> _EXERCISE INSTRUCTIONS_
Scan the material for "Order". Copy every line it appears in.

> _DATA EXCERPTS_
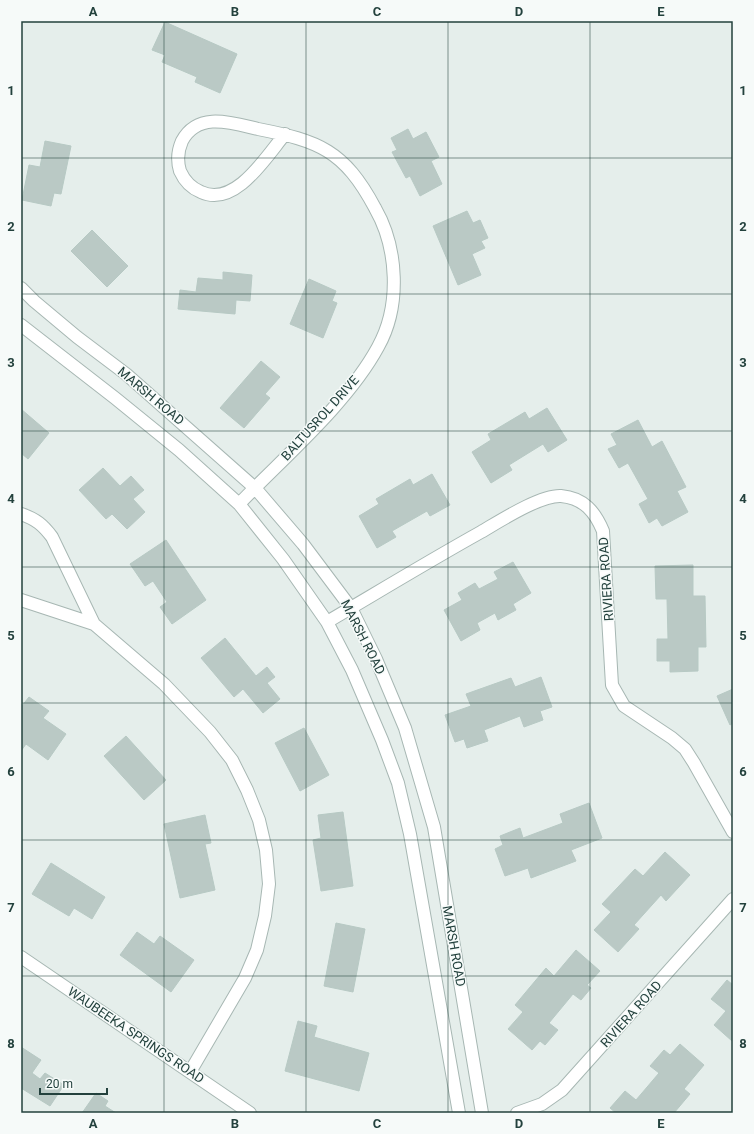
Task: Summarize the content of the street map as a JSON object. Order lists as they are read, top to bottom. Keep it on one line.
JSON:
...
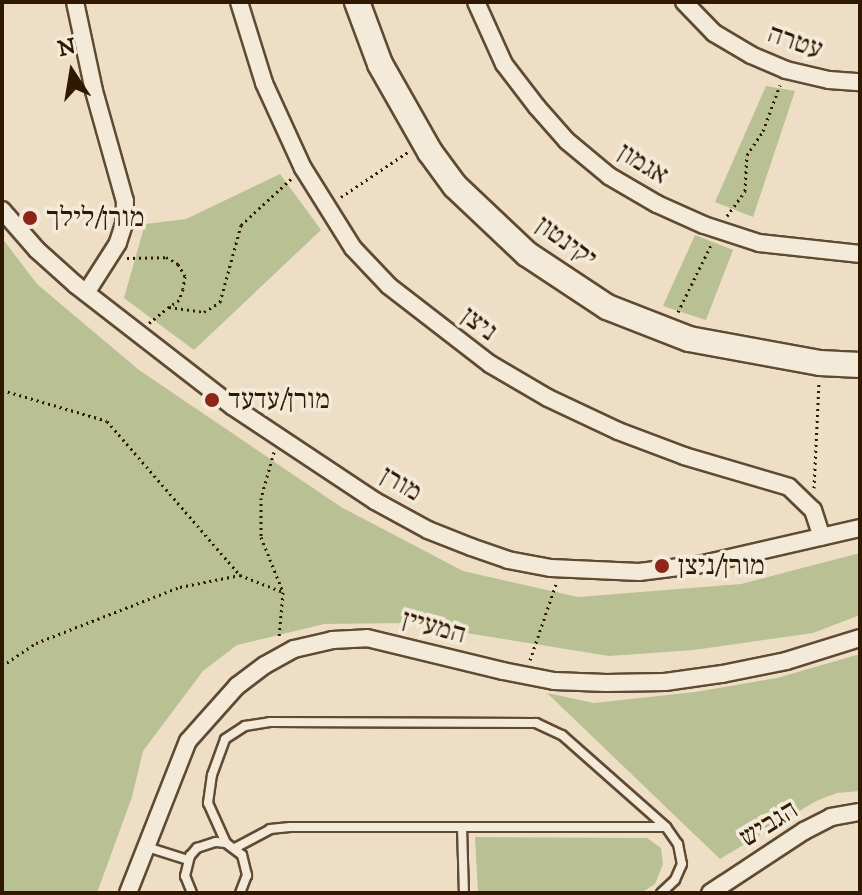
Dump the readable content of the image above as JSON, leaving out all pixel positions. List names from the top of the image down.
---
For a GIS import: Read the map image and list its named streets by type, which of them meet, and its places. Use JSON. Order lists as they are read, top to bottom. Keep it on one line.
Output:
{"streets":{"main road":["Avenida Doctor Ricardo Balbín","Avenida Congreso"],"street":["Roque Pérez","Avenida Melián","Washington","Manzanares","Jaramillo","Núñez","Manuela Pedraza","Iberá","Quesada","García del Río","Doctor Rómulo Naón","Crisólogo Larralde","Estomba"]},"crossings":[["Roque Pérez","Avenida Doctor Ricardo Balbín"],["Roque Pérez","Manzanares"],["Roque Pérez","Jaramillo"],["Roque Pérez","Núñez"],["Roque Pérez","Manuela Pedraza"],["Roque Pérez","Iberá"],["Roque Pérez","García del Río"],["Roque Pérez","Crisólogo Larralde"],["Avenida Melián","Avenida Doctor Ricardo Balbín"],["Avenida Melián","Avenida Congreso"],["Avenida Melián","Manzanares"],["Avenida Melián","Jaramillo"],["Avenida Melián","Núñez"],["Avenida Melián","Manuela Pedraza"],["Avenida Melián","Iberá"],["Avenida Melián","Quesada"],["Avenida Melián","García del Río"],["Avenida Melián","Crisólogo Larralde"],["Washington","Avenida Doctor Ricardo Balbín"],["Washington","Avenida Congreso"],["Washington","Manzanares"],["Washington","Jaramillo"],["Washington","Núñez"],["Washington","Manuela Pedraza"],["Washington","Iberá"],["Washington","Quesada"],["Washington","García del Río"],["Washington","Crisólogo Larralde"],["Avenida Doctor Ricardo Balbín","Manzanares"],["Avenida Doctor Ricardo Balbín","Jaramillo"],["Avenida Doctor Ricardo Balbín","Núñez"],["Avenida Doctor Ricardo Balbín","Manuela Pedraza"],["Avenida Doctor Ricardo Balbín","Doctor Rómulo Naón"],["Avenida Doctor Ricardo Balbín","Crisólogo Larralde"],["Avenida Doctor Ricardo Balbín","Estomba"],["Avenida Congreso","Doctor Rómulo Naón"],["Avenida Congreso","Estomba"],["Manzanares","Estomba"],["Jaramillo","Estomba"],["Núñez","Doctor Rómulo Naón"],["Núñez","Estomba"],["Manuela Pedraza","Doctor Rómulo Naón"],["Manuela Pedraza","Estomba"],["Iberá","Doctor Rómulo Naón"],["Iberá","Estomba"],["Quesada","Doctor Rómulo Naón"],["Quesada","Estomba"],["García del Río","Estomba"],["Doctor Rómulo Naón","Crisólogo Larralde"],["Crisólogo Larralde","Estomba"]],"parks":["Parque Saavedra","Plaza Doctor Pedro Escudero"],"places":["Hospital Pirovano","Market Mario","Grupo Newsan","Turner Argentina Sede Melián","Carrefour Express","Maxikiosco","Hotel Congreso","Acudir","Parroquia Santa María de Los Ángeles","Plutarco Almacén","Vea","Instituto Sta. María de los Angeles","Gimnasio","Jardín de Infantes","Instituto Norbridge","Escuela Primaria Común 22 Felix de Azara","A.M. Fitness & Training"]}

> _COMPLETED TASK_
Task: Summarize the content of the street map as a JSON object. Order lists as they are read, top to bottom. Keep it on one line.
For a GIS import: Read the map image and list its named streets by type, which of them meet, and its places. Use JSON. Order lists as they are read, top to bottom. Keep it on one line.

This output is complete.